Using the entries that follow, state how many lines contain the word "content". The response is that number and nothing more.

---------- Data provided

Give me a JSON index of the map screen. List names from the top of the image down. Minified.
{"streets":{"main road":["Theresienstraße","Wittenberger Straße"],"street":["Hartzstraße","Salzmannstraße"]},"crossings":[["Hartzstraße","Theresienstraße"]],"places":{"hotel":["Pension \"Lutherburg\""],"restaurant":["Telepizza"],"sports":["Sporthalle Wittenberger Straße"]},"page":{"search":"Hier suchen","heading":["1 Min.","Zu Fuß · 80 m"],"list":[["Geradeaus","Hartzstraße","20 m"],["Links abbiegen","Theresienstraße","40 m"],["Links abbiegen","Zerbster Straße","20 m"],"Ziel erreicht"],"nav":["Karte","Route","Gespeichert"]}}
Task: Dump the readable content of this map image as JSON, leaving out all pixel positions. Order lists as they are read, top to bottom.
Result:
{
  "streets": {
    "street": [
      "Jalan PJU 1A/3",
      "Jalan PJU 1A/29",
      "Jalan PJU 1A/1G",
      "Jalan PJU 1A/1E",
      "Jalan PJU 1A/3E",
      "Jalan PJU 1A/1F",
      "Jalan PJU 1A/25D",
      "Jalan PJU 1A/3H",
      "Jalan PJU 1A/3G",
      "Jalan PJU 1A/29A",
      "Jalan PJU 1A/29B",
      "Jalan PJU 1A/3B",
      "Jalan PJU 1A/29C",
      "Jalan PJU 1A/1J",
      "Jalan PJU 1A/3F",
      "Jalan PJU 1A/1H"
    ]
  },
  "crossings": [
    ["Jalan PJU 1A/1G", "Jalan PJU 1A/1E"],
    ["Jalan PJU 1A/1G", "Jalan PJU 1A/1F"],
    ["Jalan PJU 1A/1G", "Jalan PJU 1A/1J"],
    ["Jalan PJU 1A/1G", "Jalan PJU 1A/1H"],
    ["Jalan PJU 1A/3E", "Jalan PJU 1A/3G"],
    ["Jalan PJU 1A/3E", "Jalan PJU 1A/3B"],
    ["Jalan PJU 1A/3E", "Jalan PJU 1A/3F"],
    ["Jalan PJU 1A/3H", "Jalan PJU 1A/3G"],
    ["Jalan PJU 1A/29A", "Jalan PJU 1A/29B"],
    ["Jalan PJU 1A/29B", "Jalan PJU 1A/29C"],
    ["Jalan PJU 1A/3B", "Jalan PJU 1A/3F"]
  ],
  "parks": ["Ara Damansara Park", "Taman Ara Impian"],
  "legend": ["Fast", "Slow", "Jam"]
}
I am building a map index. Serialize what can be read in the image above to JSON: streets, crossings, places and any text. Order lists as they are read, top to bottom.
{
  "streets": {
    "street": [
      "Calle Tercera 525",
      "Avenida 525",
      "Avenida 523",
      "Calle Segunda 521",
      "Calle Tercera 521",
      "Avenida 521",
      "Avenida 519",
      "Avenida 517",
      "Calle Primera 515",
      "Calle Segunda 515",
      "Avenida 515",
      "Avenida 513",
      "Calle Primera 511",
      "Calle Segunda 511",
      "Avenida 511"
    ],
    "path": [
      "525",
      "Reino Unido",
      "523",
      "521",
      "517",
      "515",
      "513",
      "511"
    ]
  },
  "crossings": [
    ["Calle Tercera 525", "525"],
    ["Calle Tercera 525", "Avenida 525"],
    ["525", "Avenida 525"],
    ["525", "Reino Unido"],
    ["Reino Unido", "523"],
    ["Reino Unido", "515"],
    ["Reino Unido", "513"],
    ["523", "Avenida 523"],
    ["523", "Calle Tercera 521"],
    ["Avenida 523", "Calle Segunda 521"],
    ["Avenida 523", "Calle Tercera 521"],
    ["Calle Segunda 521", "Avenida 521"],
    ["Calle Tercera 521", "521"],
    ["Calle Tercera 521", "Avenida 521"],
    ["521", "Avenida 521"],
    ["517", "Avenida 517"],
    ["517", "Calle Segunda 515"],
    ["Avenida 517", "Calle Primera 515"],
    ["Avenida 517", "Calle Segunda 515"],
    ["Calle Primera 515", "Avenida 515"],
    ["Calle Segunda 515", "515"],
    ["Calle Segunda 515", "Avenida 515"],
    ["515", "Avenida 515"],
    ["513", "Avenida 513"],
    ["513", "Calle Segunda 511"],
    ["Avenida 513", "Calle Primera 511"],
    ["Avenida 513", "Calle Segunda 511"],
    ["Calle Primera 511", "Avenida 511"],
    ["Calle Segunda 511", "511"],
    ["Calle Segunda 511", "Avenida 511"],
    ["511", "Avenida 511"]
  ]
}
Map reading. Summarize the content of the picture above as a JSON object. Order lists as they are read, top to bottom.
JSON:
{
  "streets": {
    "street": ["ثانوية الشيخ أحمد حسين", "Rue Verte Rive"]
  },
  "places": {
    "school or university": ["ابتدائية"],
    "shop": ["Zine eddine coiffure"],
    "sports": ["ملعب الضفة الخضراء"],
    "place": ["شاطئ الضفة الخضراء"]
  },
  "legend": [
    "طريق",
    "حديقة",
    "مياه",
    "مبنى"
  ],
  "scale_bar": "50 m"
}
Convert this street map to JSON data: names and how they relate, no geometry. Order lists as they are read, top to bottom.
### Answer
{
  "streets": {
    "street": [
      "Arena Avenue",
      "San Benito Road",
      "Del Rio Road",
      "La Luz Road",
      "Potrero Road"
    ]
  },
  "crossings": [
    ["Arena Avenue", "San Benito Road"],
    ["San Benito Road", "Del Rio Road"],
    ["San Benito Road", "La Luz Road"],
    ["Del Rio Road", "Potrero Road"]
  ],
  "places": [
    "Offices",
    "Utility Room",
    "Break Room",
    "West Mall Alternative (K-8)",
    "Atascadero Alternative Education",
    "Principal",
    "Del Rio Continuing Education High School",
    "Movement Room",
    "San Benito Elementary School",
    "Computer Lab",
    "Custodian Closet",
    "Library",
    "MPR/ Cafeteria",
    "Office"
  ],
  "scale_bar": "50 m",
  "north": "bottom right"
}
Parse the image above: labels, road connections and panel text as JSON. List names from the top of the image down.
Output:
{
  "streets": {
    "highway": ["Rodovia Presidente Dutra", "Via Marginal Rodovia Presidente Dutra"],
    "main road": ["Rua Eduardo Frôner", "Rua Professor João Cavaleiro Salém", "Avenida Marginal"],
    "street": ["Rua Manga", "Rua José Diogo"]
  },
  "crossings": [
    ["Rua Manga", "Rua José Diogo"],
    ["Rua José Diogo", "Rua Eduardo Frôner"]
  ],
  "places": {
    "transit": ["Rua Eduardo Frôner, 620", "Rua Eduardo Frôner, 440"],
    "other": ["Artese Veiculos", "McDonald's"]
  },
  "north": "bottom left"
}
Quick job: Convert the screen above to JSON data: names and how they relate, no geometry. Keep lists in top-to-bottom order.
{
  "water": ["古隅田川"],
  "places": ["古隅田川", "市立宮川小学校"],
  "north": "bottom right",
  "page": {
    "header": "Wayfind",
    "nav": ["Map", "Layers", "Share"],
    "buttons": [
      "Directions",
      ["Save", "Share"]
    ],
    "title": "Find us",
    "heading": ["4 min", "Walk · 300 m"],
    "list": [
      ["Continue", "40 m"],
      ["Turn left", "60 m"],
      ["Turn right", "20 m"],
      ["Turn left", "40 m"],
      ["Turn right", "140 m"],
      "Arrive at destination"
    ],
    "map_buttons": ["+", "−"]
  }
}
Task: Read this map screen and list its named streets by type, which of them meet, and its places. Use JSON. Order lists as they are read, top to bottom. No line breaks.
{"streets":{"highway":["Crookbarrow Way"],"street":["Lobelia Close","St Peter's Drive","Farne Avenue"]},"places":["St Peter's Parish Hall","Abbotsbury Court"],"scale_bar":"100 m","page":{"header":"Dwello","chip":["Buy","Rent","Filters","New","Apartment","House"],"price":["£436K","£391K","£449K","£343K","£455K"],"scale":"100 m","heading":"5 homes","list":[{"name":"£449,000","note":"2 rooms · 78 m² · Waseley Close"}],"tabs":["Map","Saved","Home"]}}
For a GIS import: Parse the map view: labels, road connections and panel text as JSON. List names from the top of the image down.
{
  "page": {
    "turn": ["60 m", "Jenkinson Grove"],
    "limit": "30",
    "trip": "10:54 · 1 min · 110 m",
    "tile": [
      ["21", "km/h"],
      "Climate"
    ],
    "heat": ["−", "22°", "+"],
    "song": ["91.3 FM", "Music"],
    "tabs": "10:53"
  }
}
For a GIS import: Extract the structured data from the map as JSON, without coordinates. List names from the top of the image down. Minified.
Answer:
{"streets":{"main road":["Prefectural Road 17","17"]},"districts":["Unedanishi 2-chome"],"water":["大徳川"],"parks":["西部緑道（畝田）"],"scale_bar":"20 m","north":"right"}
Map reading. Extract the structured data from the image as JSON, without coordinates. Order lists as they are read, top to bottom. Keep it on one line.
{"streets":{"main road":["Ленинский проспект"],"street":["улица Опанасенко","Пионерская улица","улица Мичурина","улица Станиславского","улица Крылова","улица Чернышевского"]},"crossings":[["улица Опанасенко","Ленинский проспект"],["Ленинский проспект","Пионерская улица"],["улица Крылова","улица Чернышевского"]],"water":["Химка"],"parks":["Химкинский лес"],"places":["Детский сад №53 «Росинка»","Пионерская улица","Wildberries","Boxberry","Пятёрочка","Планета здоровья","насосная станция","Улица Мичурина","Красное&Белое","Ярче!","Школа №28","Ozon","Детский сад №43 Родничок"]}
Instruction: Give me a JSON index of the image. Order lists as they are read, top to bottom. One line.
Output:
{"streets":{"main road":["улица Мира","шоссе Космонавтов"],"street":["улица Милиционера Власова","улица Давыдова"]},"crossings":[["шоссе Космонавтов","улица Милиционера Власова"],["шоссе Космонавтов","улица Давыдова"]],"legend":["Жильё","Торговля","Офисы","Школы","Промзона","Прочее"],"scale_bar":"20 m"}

--------------------

**Exercise response**
2